If you are a health system, do you use yours or someone else’s providers? Is the visit chart coming out of the telehealth platform integrated into your enterprise chart? Is the telehealth offering solid enough to be written into a commercial or Medicare Advantage plan product, and serve as a zero-cost platform to engage more patients?
In any case, do you need 24/7/365 service in all 50 states for what is loosely an urgent care visit replacement? Do you want to compete with yourself with a service that might result in diverting patients to other venues?
Simple financial review gets closer to telehealth decisions.
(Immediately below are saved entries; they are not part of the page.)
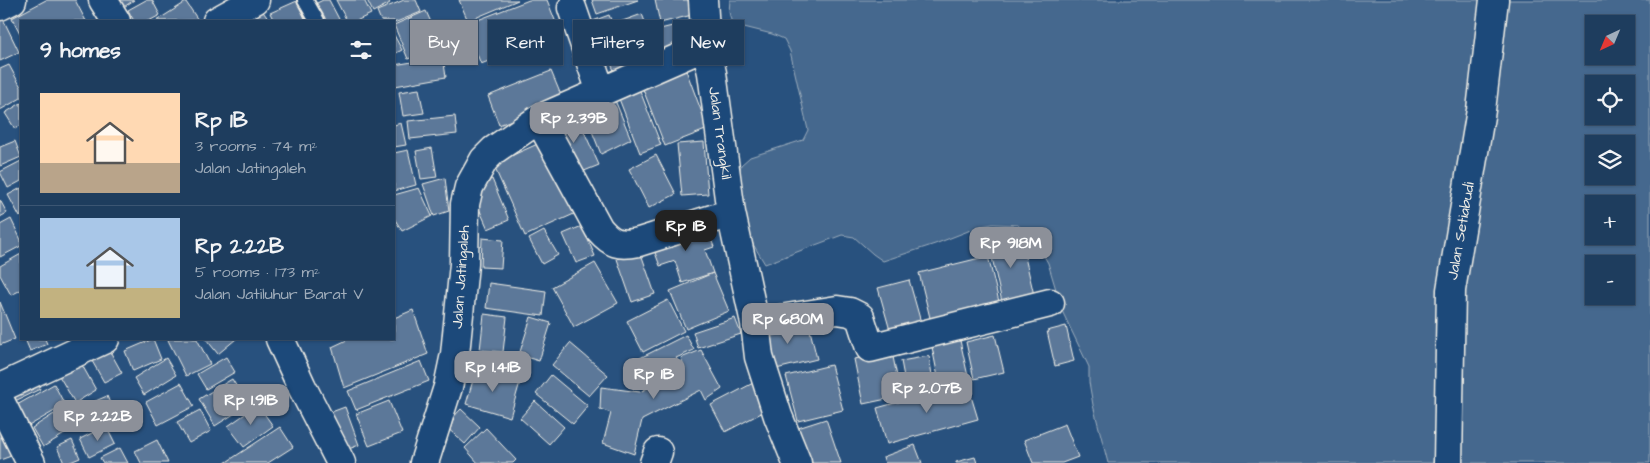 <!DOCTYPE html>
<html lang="en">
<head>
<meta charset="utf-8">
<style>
	:root { --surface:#1e3d5e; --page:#2b4867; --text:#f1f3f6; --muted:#a1aebc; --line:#3c5673; --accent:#8c9099 }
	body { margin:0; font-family:"Architects Daughter",sans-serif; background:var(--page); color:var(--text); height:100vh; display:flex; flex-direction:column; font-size:19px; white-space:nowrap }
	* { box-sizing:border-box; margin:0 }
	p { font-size:16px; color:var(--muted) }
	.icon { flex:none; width:28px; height:28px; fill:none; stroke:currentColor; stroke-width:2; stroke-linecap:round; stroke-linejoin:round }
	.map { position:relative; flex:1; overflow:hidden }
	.panel { position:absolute; left:20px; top:20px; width:375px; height:320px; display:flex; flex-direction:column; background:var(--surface); border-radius:0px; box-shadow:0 1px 4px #0004,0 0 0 1px var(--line) }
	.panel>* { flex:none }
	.hud { position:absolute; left:410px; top:20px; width:475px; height:45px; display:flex; gap:10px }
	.needle { width:32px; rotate:224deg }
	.tools { position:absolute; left:1585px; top:15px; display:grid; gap:10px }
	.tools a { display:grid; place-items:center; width:50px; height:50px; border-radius:0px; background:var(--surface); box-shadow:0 1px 4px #0004,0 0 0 1px var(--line); font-size:25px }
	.price { position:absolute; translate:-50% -42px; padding:0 11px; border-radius:10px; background:var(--accent); color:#fff; font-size:16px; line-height:32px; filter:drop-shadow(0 1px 2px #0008) }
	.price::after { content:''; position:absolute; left:50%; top:30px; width:15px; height:11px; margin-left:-8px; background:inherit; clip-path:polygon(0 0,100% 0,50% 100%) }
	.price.selected { background:#222; color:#fff }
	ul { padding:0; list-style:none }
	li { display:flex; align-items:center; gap:15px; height:125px; padding:0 20px }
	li+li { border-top:1px solid var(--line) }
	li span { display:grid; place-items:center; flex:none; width:140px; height:100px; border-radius:0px; color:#555 }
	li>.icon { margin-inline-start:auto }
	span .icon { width:60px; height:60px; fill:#fffc; stroke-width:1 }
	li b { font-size:21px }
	h2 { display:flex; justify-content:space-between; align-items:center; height:60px; padding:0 20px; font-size:21px }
	.pill { padding:0 18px; border-radius:0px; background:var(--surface); box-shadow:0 1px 4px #0004,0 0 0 1px var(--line); font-size:18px; line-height:45px }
	.pill.selected { background:var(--accent); color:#fff }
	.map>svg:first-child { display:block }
	.green { fill:#45688e; stroke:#9cacbb; fill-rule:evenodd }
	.building { fill:#5b7899; stroke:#f4f1e8 }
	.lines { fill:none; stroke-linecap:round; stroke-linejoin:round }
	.service-casing { stroke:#f4f1e8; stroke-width:18 }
	.minor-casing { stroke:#f4f1e8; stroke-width:31 }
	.trunk-casing { stroke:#f4f1e8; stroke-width:31 }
	.service { stroke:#1f4a7a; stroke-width:14 }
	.minor { stroke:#1f4a7a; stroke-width:28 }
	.trunk { stroke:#1f4a7a; stroke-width:28 }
	.labels { text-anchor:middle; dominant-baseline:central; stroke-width:4; stroke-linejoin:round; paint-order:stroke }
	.street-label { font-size:15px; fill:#f4f1e8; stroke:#1f4a7a }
</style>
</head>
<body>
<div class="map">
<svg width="1650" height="463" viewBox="0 0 1650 463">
	<rect width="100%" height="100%" fill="#28517e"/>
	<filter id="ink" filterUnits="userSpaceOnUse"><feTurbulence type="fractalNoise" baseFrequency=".02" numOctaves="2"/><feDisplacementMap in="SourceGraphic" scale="10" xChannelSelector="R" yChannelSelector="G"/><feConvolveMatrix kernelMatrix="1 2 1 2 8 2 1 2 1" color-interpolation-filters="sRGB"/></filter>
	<g filter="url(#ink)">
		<path class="green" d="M730 0H1650V463H1108L1093 405 1089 382V367L1063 313 1048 263 1036 242 1018 225 993 224 981 226 935 244 883 261 873 254 854 237 842 235 765 264 750 239 743 197 742 187 738 180 741 165 750 157 803 140 808 130 790 51 784 39 772 34 732 24 729 12ZM1594 24H1626V56H1594ZM1594 84H1626V116H1594ZM1594 144H1626V176H1594ZM1594 204H1626V236H1594ZM1594 264H1626V296H1594Z"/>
		<path class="building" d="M46 0H75L86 21H21V35L12 18Z
			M115 0H134L121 9Z
			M146 0H152L160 15 149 21H134L128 10Z
			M323 0H329L340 21H325L315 4Z
			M336 0H364L371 14 356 21H347Z
			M367 0H388L390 3 373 12Z
			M404 0H416L421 12 394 23V21H381L377 11Z
			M459 0H518L468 21Z
			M529 0H547L560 33 481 64 465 25Z
			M592 0H638L597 14Z
			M655 0H693L696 14 660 23Z
			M297 1 306 21H274L270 13Z
			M186 2 198 20 156 21Z
			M256 2 269 20 229 21Z
			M426 11 441 45 408 59 394 25Z
			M642 14 650 35 625 44 617 23Z
			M609 15 621 45 603 52 590 22Z
			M3 19 19 52 0 61V20Z
			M693 21 698 42 661 51 656 30Z
			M394 35 402 50 394 54Z
			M641 41 651 61 617 77 608 57Z
			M443 57 446 77 395 86 394 65Z
			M683 62 708 129 665 146 639 79Z
			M9 65 21 87V98L0 110V69Z
			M551 71 563 100 499 125 488 96Z
			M637 83 661 145 640 153 616 91Z
			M419 89 424 113 403 116 399 92Z
			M612 93 631 139 601 154 582 106Z
			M21 103V125L15 129 5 113Z
			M575 111 599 165 572 176 548 123Z
			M455 116 457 134 410 139 408 121Z
			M401 123 406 145 394 147V125Z
			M15 141 21 157 0 166V147Z
			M542 142 574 214 525 236 493 164Z
			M704 142 708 194 682 196 677 144Z
			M432 148 437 177 421 179 416 151Z
			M408 150 416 185 394 191V153Z
			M656 155 676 194 649 208 629 169Z
			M21 161V181L8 188 0 172Z
			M445 178 449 211 434 216 423 184Z
			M492 179 509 220 488 229 470 188Z
			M21 188V216L20 217 8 195Z
			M419 188 432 216 402 231 394 218V195Z
			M0 200 7 213 0 217Z
			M11 219 21 240V246L0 257V225Z
			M705 223 714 247 705 250 713 273 682 283 675 261 660 266 651 242Z
			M582 226 595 256 576 263 563 234Z
			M544 231 558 255 542 264 529 239Z
			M1020 236 1034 295 1002 302 989 244Z
			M482 238 503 240 501 268 481 267Z
			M640 251 655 294 632 302 617 259Z
			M21 254V290L11 295 0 275V266Z
			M988 256 1001 310 932 326 919 273Z
			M595 263 618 303 574 327 552 287Z
			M713 273 729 311 686 329 670 291Z
			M909 280 922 326 891 334 878 288Z
			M489 283 546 291 543 316 486 308Z
			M668 300 684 331 643 352 627 321Z
			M0 302 15 339 0 345Z
			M413 310 428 354 344 388 332 347 349 339H394V318Z
			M484 314 507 317 503 352 480 350Z
			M531 317 551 323 539 361 519 355Z
			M735 318 741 334 698 348 693 332Z
			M807 318 817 359 768 371 758 330Z
			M1066 326 1074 361 1055 366 1047 331Z
			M686 335 694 350 676 358 680 365 651 382 640 358Z
			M995 335 1004 372 974 379 966 342Z
			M959 336 969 381 940 387 931 342Z
			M25 339H45L47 344 30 351Z
			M153 339 161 359 133 371 125 351Z
			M170 339H197L210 364 186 376 168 340Z
			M206 339H236L218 354Z
			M570 343 608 375 589 396 552 365Z
			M106 344 122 373 104 382 88 354Z
			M701 350 722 389 706 400 701 390 642 420 634 454 603 443 611 413 600 409 601 387 640 392 685 368 681 358Z
			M892 352 901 396 863 404 854 359Z
			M77 356 96 390 75 403 55 369Z
			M929 356 934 388 907 393 901 361Z
			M226 357 235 372 206 389 197 374Z
			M166 358 176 375 144 395 134 378Z
			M421 361 429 381 356 410 348 391Z
			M831 365 843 410 798 421 786 376Z
			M476 370 520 382 510 417 466 404Z
			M34 375 40 389 15 401 8 387Z
			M551 375 588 406 573 424 536 394Z
			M232 379 248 405 215 426 199 399Z
			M757 381 771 408 725 432 711 405Z
			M181 383 194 406 158 425 146 402Z
			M967 383 978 419 887 444 877 408Z
			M54 384 65 405 20 431 8 410Z
			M107 396 114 413 84 426 77 409Z
			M389 401 402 433 369 446 356 414Z
			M535 401 564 427 549 444 520 418Z
			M258 405 273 426 244 447 228 426Z
			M345 407 359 445 341 452 326 414Z
			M461 409 480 427 465 444 445 426Z
			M200 410 211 431 189 443 177 422Z
			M54 414 66 433 43 447 32 428Z
			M0 417 14 455 0 460Z
			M826 419 841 463H810L798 428Z
			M1065 424 1078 457 1062 463H1033L1024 440Z
			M106 426 115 444 89 457 80 439Z
			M280 427 293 447 268 463H225Z
			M486 428 516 460 513 463H478L465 448Z
			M72 440 80 458 68 463H64L57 447Z
			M157 440 168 463H141L135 451Z
			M915 445 922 463H885L883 457Z
			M120 448 128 463H103L100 458Z
			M975 457 977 463H956V462Z"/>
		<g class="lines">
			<defs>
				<path id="service" d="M305 0 317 21"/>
				<path id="minor" d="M103 0 116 21
					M703 0 706 46 712 73 731 213 755 323 759 357 778 416 797 463
					M0 6 12 0
					M572 8 601 92
					M217 21 255 0
					M539 119 599 229C612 244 619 246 639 242L731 213
					M755 323 837 310 850 312 860 317 870 348 1050 303
					M280 339 302 387 341 463
					M0 388 105 339
					M0 401 31 463
					M424 463 448 387 455 354 464 264 465 204 469 187 484 160 494 150 539 119 706 46
					M654 463 658 452"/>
				<path id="trunk" d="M1448 463 1451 290 1481 110 1494 0"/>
			</defs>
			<use href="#service" class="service-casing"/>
			<use href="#minor" class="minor-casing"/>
			<use href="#trunk" class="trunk-casing"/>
			<use href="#service" class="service"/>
			<use href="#minor" class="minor"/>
			<use href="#trunk" class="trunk"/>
		</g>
	</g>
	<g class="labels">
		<g class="street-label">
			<text transform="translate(720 133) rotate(82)">Jalan Trangkil</text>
			<text transform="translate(1461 231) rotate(-80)">Jalan Setiabudi</text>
			<text transform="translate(461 277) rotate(-86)">Jalan Jatingaleh</text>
		</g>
	</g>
</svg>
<div class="tools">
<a><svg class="needle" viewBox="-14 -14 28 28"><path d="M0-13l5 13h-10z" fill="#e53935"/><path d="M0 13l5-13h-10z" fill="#a1aebc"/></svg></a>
<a><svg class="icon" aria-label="locate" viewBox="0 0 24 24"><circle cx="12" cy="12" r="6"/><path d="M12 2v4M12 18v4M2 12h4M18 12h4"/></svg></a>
<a><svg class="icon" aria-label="layers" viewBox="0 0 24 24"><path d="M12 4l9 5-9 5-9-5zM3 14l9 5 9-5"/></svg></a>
<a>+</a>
<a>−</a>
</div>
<b class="price" style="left:574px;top:144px">Rp 2.39B</b>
<b class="price selected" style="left:686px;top:252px">Rp 1B</b>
<b class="price" style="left:1011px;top:269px">Rp 918M</b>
<b class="price" style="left:788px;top:345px">Rp 680M</b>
<b class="price" style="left:493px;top:393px">Rp 1.41B</b>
<b class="price" style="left:654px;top:400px">Rp 1B</b>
<b class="price" style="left:927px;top:414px">Rp 2.07B</b>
<b class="price" style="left:251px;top:426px">Rp 1.91B</b>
<b class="price" style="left:98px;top:442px">Rp 2.22B</b>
<div class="hud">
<a class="pill selected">Buy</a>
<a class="pill">Rent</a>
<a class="pill">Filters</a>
<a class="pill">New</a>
</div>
<section class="panel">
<h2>9 homes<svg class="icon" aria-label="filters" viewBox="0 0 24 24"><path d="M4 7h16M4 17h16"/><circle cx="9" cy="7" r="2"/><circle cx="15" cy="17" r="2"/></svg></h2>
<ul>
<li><span style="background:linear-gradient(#ffd9b3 70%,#b9a48a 0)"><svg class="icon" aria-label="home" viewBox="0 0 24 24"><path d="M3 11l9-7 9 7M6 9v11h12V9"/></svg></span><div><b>Rp 1B</b><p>3 rooms · 74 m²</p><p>Jalan Jatingaleh</p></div></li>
<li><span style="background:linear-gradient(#a9c7e8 70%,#c2b280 0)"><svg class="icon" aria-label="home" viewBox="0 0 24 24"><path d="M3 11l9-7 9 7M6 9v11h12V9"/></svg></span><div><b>Rp 2.22B</b><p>5 rooms · 173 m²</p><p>Jalan Jatiluhur Barat V</p></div></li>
</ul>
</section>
</div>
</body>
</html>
For example, what if your organization was an employer with 5,000 employees. That means 10,000 or more members in the plan. Does it make financial sense to “bolt on” a telehealth product to replace some urgent care type visits? Shocked that the result of that scenario on a P&L can be $1,000 per visit?
Another scenario is where a health system has tasked the ambulatory team to “stand up” a virtual visit option. Here the leadership would determine how many centers and the size of the annual population they will serve. Next, figure staffing capacity and use a realistic utilization target. The result will be how many visits per day and the sunk cost on labor. Finally, outline the buy-versus-rent options for your telehealth platform. Given the patient volume issues mentioned above, rent is probably going to be a better call if you aren’t confident in the hockey stick forecasts.
In either of the above scenarios, a critical decision is to decide whether to use your employed providers (money already spent!), or use an add-on panel that comes with the vendor platform. Don’t readily accept that you need 24/7/365 nationwide coverage.
Telehealth as an Urgent Care Center Extension
One final question that comes up all the time, especially among larger urgent care operators, is whether telehealth can act as an extension of traditional brick-and-mortar urgent care. A sophisticated decision maker might look at this question with a selection and scoring process with upwards of a hundred-plus variables. But we typically start with high-level questions, and create a vision for how this fits with your organization’s strategy, brand vision, patient segments, and so on. You still need to do detailed homework on IT security, product lifecycle, vendor fit (do they also compete with you), and the like, but you have to start with some basics:
Did we define in writing the journey map that members/patients are to experience, or dive into vendor selection?
Do we know what the vendor's Customer Experience scores look like, and is the methodology consistent with your internal model?
Should the telehealth platform actually include on-demand tele-psych and other specialties, going around a primary care function?
How do the providers rate working with the product, or will they quit on us?
Does this consumer-facing telehealth solution best report into in the hospital, ambulatory or medical group, or somewhere else?
Do we have a realistic P&L: volumes, net revenue, operating margin, referrals, etc. targets? Based on what actual real-world example?
Are we building for 80-plus percent of the need, or aiming for perfection?
Keep the Amazon model in mind and look to minimal-cost services and top-tier CX to win.